Kristen is ARRL Technical Coordinator for the East Bay Section and is president
of the Palo Alto Amateur Radio Association for 2007. She is also a member of
the following clubs: Palo Alto Amateur Radio Association, South Bay Amateur
Radio Association, USS Hornet Amateur Radio Club, Northern California DX Club,
Northern California Contest Club, FISTS CW Club (10232), and Young Ladies Radio
League. Kristen is also net control twice a week for the 9 am talk net:
http://www.9amtalk.net
Kristen is a long time denizen of Silicon Valley and has worked at or consulted
for many of the usual suspects.
Kristen's work bio:
Kristen McIntyre is currently a researcher at Sun Microsystems Laboratories
where she is researching robustness and emergent properties of large
distributed computer systems. Her career has spanned many diverse areas. She
started in the early 80's designing high power linear amplifiers and then spent
about 5 years in Japan architecting and designing precision analog test systems
as well as learning Japanese language and culture. Upon returning to the states
Kristen joined Adobe Systems and became one of the architects of PostScript
Level 2 and its RTOS underpinnings as well as the principal architect of
AppleTalk networking for PostScript printers. In the early 90's she became a
consultant and later founded an internet service provider and a network
consulting firm. In 1999 Kristen decided to hang up her entrepreneur's hat and
landed at Sun where she's been since. Kristen holds a B.S. from the
Massachusetts Institute of Technology.
What follows is a history of the former holder of my callsign:
- In Memoriam -
Irvin Lawrence McNally - 30 November 1909 to 16 May 1998
Mac, as he was known to his friends, graduated from the University of Minnesota
in 1932 with a Bachelor of Science in Electrical Engineering. He joined the
U.S. Navy and was a Radioman on the Battleship U.S.S. Pennsylvania (BB-38), a
Radio-Electrican Warrant Officer in charge of the Asiatic Fleet Radio School in
Cavite, Phillipine Islands and a Project Engineer at the Radar Branch of the
Bureau of Ships in Washington, D.C. He retired from the Navy with the rank of
Commander in 1956 and worked for the Raytheon Company in Wayland, Massachusetts
where he was the Manager of the Surface Radar Operation until his retirement in
1969. His retirement years were spent in Sun City, California where he was
active in the Riverside County RACES.
Mac was first licensed on 11 November 1935 as W6NDI. He also held the call
signs: KA1MN, XU7MN, W3JFH, W4KUJ, W1NCK and K6WX.
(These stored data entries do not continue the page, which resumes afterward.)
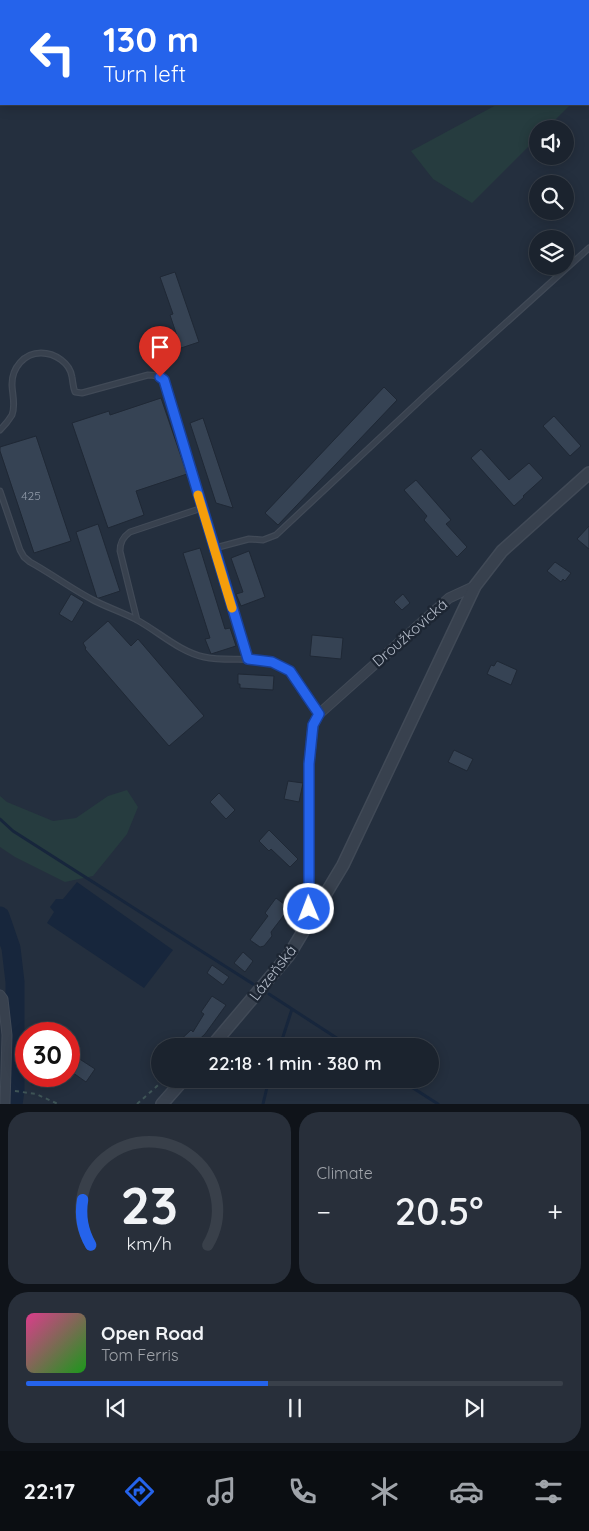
<!DOCTYPE html>
<meta charset="utf-8">
<style>
body{margin:0;font-family:Quicksand,sans-serif;background:#282f3a;color:#f1f3f6;height:100vh;display:flex;flex-direction:column;font-size:19px;white-space:nowrap}
*{box-sizing:border-box;margin:0}
p{font-size:16px;color:#a0a4aa}
.icon{flex:none;width:28px;height:28px;fill:none;stroke:currentColor;stroke-width:2;stroke-linecap:round;stroke-linejoin:round}
.map{position:relative;height:1104px;overflow:hidden}
.sheet{display:flex;flex-direction:column;gap:8px;padding:8px;background:#0f1319;flex:1}
.sheet>*{flex:none}
.guide{position:absolute;left:0px;top:0px;width:590px;height:105px;box-shadow:0 2px 12px #0003,0 0 0 1px #39404a;background:#2563eb;color:#fff;overflow:hidden}
.buttons{position:absolute;left:529px;top:120px;display:grid;gap:10px}
.buttons a{display:grid;place-items:center;width:45px;height:45px;border-radius:50%;background:#1b232e;box-shadow:0 2px 12px #0003,0 0 0 1px #39404a;font-size:25px}
.speed{position:absolute;left:15px;top:1022px;display:flex;gap:10px;font-size:25px;font-weight:700;text-align:center}
.speed>*{display:grid;place-content:center;width:65px;height:65px;border-radius:50%;background:#1b232e;box-shadow:0 2px 12px #0003,0 0 0 1px #39404a;line-height:1}
.speed .limit{border:8px solid #d22;background:#fff;color:#111}
.pin{position:absolute;display:grid;place-items:center;width:42px;height:42px;color:#fff;margin:-51px -21px;border-radius:50% 50% 50% 0;rotate:-45deg;box-shadow:0 0 5px #0007}
.pin .icon{rotate:45deg}
.me{position:absolute;width:55px;margin:-28px;rotate:359deg;stroke-linejoin:round;filter:drop-shadow(0 0 4px #0008)}
.turn{display:flex;align-items:center;gap:18px;height:105px;padding:0 20px;font-size:22px}
.turn .icon{width:65px;height:65px;stroke-width:2.5}
.turn b{display:block;font-size:35px;line-height:42px}
.big{font-size:38px;font-weight:600;line-height:1.1}
.sheet .widget{flex:1;display:flex;flex-direction:column;justify-content:center;gap:8px;min-width:0;padding:0 18px;border-radius:20px;background:#282f3a}
.sheet .dial{align-items:center;gap:0}
.dial svg{height:130px;overflow:visible;fill:none;stroke:#39404a;stroke-width:7;stroke-linecap:round;text-anchor:middle}
.dial text{fill:#f1f3f6;stroke:none}
.song{display:flex;align-items:center;gap:15px}
.cover{width:60px;height:60px;border-radius:8px;background:linear-gradient(135deg,hsl(330 70% 55%),hsl(120 70% 35%))}
.played{height:5px;border-radius:2px;background:linear-gradient(90deg,#2563eb 45%,#39404a 45%)}
.keys{display:flex;justify-content:space-around;direction:ltr}
.heat{display:flex;justify-content:space-between;align-items:center;font-size:28px;direction:ltr}
.sheet .tiles{flex:1;display:grid;gap:8px;grid-template-columns:1fr 1fr}
.widget:last-child{grid-column:span 2}
.trip{position:absolute;left:151px;top:1038px;width:288px;height:50px;border-radius:25px;background:#1b232e;box-shadow:0 2px 12px #0003,0 0 0 1px #39404a;font-weight:600;line-height:50px;text-align:center}
.dock{display:flex;height:80px;justify-content:space-around;align-items:center;background:#0b0e12;color:#a0a4aa}
.dock .icon{width:35px;height:35px}
.dock .active{color:#2563eb}
.dock b{font-size:22px;color:#f1f3f6}
.map>svg:first-child{display:block}
</style>
<div class="map">
<svg width="589" height="1104" viewBox="0 0 589 1104">
<rect width="100%" height="100%" fill="#242f3e"/>
<!-- green -->
<path fill="#263c3f" d="M498 104H571L546 129H538L537 138 472 203 433 179 411 151Z
M127 790 138 807 127 834 93 876 65 882 15 857 0 847V796L7 802 53 821 76 818 108 796Z"/>
<!-- water -->
<path fill="#17263c" d="M77 882 173 950 144 988 47 923 54 912 50 907 56 899H63Z"/>
<g fill="none" stroke-linecap="round" stroke-linejoin="round">
<!-- stream -->
<path stroke="#17263c" stroke-width="3" d="M0 819 13 831 253 984
M269 994 292 1009 280 1046
M292 1009 349 1046
M399 1079 438 1104
M263 1104 269 1079"/>
<!-- river -->
<path stroke="#17263c" stroke-width="19" d="M0 916 11 948 15 982V1091L13 1104"/>
</g>
<!-- building -->
<path fill="#364354" stroke="#1f2835" d="M175 272 199 342 181 348 170 315 173 314 160 277Z
M384 387 397 400 278 525 265 513Z
M161 398 187 474 136 491 144 515 108 528 72 423 109 411 110 415Z
M554 416 581 446 570 456 543 426Z
M203 418 233 508 216 503 190 423Z
M36 436 71 541 34 553 0 451V447Z
M481 449 509 480 529 463 543 478 523 496 524 497 514 506 471 458Z
M416 480 451 520 446 524 467 547 457 557 424 520 427 516 404 490Z
M98 524 120 591 99 598H97L76 532Z
M589 526V549L577 539Z
M200 548 225 629 230 628 236 646 211 654 205 639 210 638 183 553Z
M249 551 265 597 241 606 236 594 243 592 231 558Z
M555 562 571 573 565 581 563 579 561 582 547 571Z
M71 594 84 602 72 622 59 614Z
M403 594 410 603 402 610 394 602Z
M108 621 131 646 138 639 204 716 169 746 85 649 86 648 83 643Z
M312 635 343 638 341 659 310 656Z
M497 661 517 670 511 685 487 674 491 665 494 666Z
M238 674 274 676 273 690 240 688V684H238Z
M454 750 473 759 467 771 448 762Z
M288 781 303 783 299 802 284 799Z
M219 793 235 810 226 819 210 802Z
M269 830 298 859 290 867 271 849 269 851 259 841Z
M276 898 285 905 283 908 287 911 271 932 272 936 264 946 260 947 250 940 268 916 265 913Z
M243 952 253 961 245 972 234 963Z
M212 965 229 977 223 985 207 973Z
M212 996 226 1005 205 1034 192 1046H174L191 1030 193 1032 204 1014 201 1012Z
M69 1048 80 1055 78 1058 95 1069 86 1082 69 1070Z
M31 1076H51V1084L32 1085Z"/>
<g fill="none" stroke-linecap="round" stroke-linejoin="round">
<!-- service casing -->
<g stroke="#414a57" stroke-width="7">
<path id="service" d="M0 430C4 426 9 420 12 415 16 405 12 394 12 384 12 368 24 353 41 353 55 353 70 363 72 377 73 383 73 387 75 392L82 393 148 375C154 375 159 376 164 380L248 659
M0 491 20 550 24 557 30 562C52 574 73 590 95 601 109 608 124 613 137 620 159 632 180 652 204 657 233 664 273 650 294 677L319 714
M215 548 249 539 263 540 276 535 428 393 589 248
M137 620 120 551C120 542 123 537 130 532L202 508"/>
</g>
<!-- minor casing -->
<g stroke="#414a57" stroke-width="11">
<path id="minor" d="M313 916 309 909V764L313 725 319 714 449 598 475 586
M0 995 3 999 7 1035 5 1104"/>
</g>
<!-- tertiary casing -->
<g stroke="#414a57" stroke-width="14">
<path id="tertiary" d="M212 1046 289 955 343 865 475 586 502 551 589 473
M162 1104 184 1079"/>
</g>
<!-- path -->
<path stroke="#3f5557" stroke-width="2" stroke-dasharray="4 4" stroke-linecap="butt" d="M197 1046 202 1040
M15 1091 36 1094 58 1104
M137 1104 165 1079"/>
<!-- service -->
<use href="#service" stroke="#38414e" stroke-width="4.5"/>
<!-- minor -->
<use href="#minor" stroke="#38414e" stroke-width="9"/>
<!-- tertiary -->
<use href="#tertiary" stroke="#38414e" stroke-width="11"/>
</g>
<g fill="none" stroke-linecap="round" stroke-linejoin="round">
<!-- route casing -->
<g stroke="#184099" stroke-width="12">
<path id="route" d="M160 377 164 380 248 659 272 662 290 671 319 714 313 725 309 764V909"/>
</g>
<!-- route -->
<use href="#route" stroke="#2563eb" stroke-width="9"/>
<!-- slow -->
<path stroke="#f59e0b" stroke-width="9" d="M198 495 232 608"/>
</g>
<g text-anchor="middle" stroke-width="5" stroke-linejoin="round" paint-order="stroke">
<!-- number labels -->
<g font-size="12" fill="#929caa">
<text x="31" y="500">425</text>
</g>
<!-- street labels -->
<g font-size="15" fill="#b4bcc9" stroke="#1d2633">
<text transform="translate(410 633) rotate(-41)" y="5">Droužkovická</text>
<text transform="translate(273 973) rotate(-52)" y="5">Lázeňská</text>
</g>
</g>
</svg>
<div class="buttons">
<a><svg class="icon" aria-label="sound" viewBox="0 0 24 24"><path d="M4 9h4l5-4v14l-5-4H4zM17 9q2 3 0 6"/></svg></a>
<a><svg class="icon" aria-label="search" viewBox="0 0 24 24"><circle cx="10" cy="10" r="6"/><path d="M15 15l6 6"/></svg></a>
<a><svg class="icon" aria-label="layers" viewBox="0 0 24 24"><path d="M12 4l9 5-9 5-9-5zM3 14l9 5 9-5"/></svg></a>
</div>
<div class="speed"><div class="limit">30</div></div>
<div class="pin" style="left:160px;top:377px;background:#d93025"><svg class="icon" aria-label="arrive" viewBox="0 0 24 24"><path d="M6 21V4h12l-3 4 3 4H6"/></svg></div>
<svg class="me" style="left:309px;top:909px" viewBox="-20 -20 40 40"><circle r="17" fill="#2563eb" stroke="#fff" stroke-width="3"/><path d="M0-11L8 9 0 5-8 9z" fill="#fff"/></svg>
<div class="trip">22:18 · 1 min · 380 m</div>
<div class="guide">
<div class="turn"><svg class="icon" aria-label="left" viewBox="0 0 24 24"><path d="M17 20v-9H6M10 6l-5 5 5 5"/></svg><div><b>130 m</b>Turn left</div></div>
</div>
</div>
<section class="sheet">
<div class="tiles">
<div class="widget dial"><svg viewBox="0 0 100 80">
<path d="M14 69A42 42 0 1 1 86 69"/>
<path d="M14 69A42 42 0 0 1 9 41" stroke="#2563eb"/>
<text x="50" y="56" font-size="32" font-weight="700">23</text>
<text x="50" y="72" font-size="11">km/h</text>
</svg></div>
<div class="widget"><p>Climate</p>
<div class="heat"><a>−</a><b class="big">20.5°</b><a>+</a></div>
</div>
<div class="widget">
<div class="song"><i class="cover"></i><div><b>Open Road</b><p>Tom Ferris</p></div></div>
<div class="played"></div>
<div class="keys"><svg class="icon" aria-label="previous" viewBox="0 0 24 24"><path d="M18 5L8 12l10 7zM5 5v14"/></svg><svg class="icon" aria-label="pause" viewBox="0 0 24 24"><path d="M8 5v14M16 5v14"/></svg><svg class="icon" aria-label="next" viewBox="0 0 24 24"><path d="M6 5l10 7-10 7zM19 5v14"/></svg></div>
</div>
</div>
</section>
<nav class="dock">
<b>22:17</b>
<svg class="icon active" aria-label="directions" viewBox="0 0 24 24"><path d="M12 3l9 9-9 9-9-9zM9 14v-3h6M13 9l2 2-2 2"/></svg>
<svg class="icon" aria-label="music" viewBox="0 0 24 24"><path d="M9 18V5l10-2v13"/><circle cx="6" cy="18" r="3"/><circle cx="16" cy="16" r="3"/></svg>
<svg class="icon" aria-label="phone" viewBox="0 0 24 24"><path d="M5 4h4l2 5-3 2q2 4 5 5l2-3 5 2v4C11 20 4 13 5 4z"/></svg>
<svg class="icon" aria-label="climate" viewBox="0 0 24 24"><path d="M12 3v18M4 7l16 10M4 17L20 7"/></svg>
<svg class="icon" aria-label="car" viewBox="0 0 24 24"><path d="M5 17H2v-5l4-1 3-4h7l3 4 3 1v5h-3M9 17h6M6 11h13"/><circle cx="7" cy="17" r="2"/><circle cx="17" cy="17" r="2"/></svg>
<svg class="icon" aria-label="filters" viewBox="0 0 24 24"><path d="M4 7h16M4 17h16"/><circle cx="9" cy="7" r="2"/><circle cx="15" cy="17" r="2"/></svg>
</nav>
He was a member of the Quarter Century Wireless Association,the Society of
Wireless Pioneers, the Potomac Valley Radio Club, the Northeastern States 160
Meter Amateur Radio Association, the Philippine Amateur Radio Association, the
United States Naval Institute, the Institute of Navigation, the Institute of
Electrical and Electronics Engineers, the American Radio Relay League and the
Old Old Timers Club.
He is survived by his wife Gracie, his son Bill (N6MN), his daughter- in-law
Beverlee (N6FDG) and his grand-daughter Colleen.
He will be missed by his family and by his many friends.